Entries provided:
+ + + + + + +

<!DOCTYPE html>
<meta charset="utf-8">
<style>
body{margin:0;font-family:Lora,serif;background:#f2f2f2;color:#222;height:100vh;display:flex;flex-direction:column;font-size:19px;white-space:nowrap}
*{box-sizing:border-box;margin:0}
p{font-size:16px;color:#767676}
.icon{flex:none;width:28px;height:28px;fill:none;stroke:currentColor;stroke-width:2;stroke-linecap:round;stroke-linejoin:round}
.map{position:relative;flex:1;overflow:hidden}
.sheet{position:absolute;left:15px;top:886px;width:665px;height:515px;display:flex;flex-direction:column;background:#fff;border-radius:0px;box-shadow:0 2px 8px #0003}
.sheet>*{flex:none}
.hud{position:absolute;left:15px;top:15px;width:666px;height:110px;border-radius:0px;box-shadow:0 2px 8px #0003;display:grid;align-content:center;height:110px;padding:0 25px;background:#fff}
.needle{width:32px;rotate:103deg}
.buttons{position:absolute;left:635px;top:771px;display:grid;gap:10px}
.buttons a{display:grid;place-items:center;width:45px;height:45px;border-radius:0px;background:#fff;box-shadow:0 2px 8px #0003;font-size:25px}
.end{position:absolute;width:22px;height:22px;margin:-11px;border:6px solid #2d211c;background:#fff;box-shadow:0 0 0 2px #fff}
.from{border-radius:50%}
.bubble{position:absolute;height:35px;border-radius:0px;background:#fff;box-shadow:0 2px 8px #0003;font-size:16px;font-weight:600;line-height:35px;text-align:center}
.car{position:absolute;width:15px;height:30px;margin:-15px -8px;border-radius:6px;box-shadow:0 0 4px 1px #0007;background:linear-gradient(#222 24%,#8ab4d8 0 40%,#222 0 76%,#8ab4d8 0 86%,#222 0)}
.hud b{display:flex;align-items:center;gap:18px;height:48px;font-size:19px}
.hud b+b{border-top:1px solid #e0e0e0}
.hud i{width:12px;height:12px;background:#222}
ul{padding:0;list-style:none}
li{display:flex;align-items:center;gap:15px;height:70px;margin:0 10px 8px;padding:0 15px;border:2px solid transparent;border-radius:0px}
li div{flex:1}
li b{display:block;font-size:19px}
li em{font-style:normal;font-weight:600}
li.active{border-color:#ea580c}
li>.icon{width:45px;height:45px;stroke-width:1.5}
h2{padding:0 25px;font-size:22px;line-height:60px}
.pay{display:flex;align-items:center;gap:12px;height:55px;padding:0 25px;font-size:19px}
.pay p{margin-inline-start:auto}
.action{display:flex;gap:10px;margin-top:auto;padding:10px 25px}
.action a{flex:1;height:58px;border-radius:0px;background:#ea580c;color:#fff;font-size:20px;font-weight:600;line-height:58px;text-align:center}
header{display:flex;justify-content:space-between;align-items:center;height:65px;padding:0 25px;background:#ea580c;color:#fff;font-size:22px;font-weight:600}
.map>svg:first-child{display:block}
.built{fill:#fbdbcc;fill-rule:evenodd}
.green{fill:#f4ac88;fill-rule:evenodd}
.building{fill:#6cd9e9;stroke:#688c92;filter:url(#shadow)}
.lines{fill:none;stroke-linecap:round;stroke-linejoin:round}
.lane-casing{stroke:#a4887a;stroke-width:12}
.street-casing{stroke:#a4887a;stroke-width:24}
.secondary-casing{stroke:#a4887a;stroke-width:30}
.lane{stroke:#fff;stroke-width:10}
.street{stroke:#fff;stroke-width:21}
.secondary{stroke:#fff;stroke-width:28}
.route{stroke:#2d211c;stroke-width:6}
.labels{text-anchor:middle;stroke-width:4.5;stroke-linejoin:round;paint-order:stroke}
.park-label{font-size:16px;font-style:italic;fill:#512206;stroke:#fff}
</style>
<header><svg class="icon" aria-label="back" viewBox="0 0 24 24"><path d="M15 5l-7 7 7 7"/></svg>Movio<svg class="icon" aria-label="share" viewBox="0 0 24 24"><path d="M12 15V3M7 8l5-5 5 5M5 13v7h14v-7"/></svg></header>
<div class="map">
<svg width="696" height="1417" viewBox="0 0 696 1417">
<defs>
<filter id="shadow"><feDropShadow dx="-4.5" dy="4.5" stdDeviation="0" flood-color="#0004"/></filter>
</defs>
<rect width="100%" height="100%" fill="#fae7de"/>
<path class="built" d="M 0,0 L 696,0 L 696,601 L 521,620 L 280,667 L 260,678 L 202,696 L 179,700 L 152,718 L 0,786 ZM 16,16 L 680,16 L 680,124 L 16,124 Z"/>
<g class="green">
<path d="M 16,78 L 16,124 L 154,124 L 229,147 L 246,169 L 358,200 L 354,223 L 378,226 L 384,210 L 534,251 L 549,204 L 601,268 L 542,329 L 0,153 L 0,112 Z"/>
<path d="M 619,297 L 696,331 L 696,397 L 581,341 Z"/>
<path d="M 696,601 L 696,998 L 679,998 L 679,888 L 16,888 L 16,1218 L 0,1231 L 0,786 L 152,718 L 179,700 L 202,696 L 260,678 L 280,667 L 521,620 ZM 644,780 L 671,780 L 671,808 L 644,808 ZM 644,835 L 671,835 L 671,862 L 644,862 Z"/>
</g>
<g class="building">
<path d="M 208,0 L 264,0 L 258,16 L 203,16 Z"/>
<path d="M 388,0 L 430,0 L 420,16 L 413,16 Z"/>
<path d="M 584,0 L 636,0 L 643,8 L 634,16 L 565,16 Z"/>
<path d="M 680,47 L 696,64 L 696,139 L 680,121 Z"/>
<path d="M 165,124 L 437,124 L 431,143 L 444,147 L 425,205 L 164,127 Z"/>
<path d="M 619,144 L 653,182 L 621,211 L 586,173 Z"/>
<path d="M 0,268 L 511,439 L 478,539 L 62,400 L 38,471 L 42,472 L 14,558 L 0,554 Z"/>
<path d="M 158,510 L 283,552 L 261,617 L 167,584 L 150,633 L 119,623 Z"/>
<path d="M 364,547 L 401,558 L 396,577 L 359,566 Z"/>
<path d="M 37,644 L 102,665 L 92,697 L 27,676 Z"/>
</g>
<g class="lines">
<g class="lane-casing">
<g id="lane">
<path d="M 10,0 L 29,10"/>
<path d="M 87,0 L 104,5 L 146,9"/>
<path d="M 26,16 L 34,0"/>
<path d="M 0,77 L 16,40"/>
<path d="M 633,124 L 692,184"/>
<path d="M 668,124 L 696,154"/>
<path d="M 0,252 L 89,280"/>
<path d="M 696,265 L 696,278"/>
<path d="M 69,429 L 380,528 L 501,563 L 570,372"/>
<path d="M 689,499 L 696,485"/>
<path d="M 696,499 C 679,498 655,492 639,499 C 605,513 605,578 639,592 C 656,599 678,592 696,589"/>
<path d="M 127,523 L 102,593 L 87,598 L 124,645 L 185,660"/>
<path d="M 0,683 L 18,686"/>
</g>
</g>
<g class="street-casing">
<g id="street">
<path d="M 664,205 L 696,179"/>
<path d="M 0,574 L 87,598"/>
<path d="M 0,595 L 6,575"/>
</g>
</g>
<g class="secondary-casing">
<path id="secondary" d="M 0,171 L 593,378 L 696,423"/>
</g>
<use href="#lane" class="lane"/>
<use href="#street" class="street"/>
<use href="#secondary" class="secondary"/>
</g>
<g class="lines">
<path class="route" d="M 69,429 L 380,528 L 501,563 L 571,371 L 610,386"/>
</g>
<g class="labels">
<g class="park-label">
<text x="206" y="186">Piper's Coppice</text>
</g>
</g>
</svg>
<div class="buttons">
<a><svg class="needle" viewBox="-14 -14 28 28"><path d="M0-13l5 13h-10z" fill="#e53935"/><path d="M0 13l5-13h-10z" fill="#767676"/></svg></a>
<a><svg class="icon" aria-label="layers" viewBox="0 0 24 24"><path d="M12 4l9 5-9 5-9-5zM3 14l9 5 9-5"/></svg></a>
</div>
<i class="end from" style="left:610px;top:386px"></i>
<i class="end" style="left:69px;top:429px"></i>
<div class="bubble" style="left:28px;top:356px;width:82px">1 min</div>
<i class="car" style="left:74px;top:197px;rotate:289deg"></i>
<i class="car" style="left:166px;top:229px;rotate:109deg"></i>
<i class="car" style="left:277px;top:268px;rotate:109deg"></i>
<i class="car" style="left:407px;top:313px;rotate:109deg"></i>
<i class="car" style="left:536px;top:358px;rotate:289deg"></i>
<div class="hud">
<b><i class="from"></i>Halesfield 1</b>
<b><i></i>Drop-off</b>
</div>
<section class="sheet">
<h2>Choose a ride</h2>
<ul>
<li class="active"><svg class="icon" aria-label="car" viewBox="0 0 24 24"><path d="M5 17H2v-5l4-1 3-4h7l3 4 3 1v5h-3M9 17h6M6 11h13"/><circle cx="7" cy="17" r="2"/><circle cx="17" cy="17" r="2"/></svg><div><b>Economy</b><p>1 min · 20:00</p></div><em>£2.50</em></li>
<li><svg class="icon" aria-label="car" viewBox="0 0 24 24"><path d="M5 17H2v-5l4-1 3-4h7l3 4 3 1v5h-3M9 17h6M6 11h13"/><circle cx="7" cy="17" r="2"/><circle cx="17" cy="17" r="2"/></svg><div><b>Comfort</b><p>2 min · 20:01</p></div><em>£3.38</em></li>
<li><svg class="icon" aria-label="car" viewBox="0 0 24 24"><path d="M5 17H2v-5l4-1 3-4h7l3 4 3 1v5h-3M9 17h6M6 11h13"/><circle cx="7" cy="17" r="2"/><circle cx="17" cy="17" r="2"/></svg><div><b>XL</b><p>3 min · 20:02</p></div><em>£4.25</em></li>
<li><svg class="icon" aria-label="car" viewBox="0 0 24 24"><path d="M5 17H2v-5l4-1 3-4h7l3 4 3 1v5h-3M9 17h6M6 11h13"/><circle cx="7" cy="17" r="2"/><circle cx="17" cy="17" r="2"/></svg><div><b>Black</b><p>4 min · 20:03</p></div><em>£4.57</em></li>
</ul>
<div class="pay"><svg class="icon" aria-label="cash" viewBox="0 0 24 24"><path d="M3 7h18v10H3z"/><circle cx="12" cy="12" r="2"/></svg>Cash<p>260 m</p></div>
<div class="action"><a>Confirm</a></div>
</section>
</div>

+ + + + + + +

Work request: Please go over the data above and copy each line with "filter" in it.

Task answer:
.building{fill:#6cd9e9;stroke:#688c92;filter:url(#shadow)}
<filter id="shadow"><feDropShadow dx="-4.5" dy="4.5" stdDeviation="0" flood-color="#0004"/></filter>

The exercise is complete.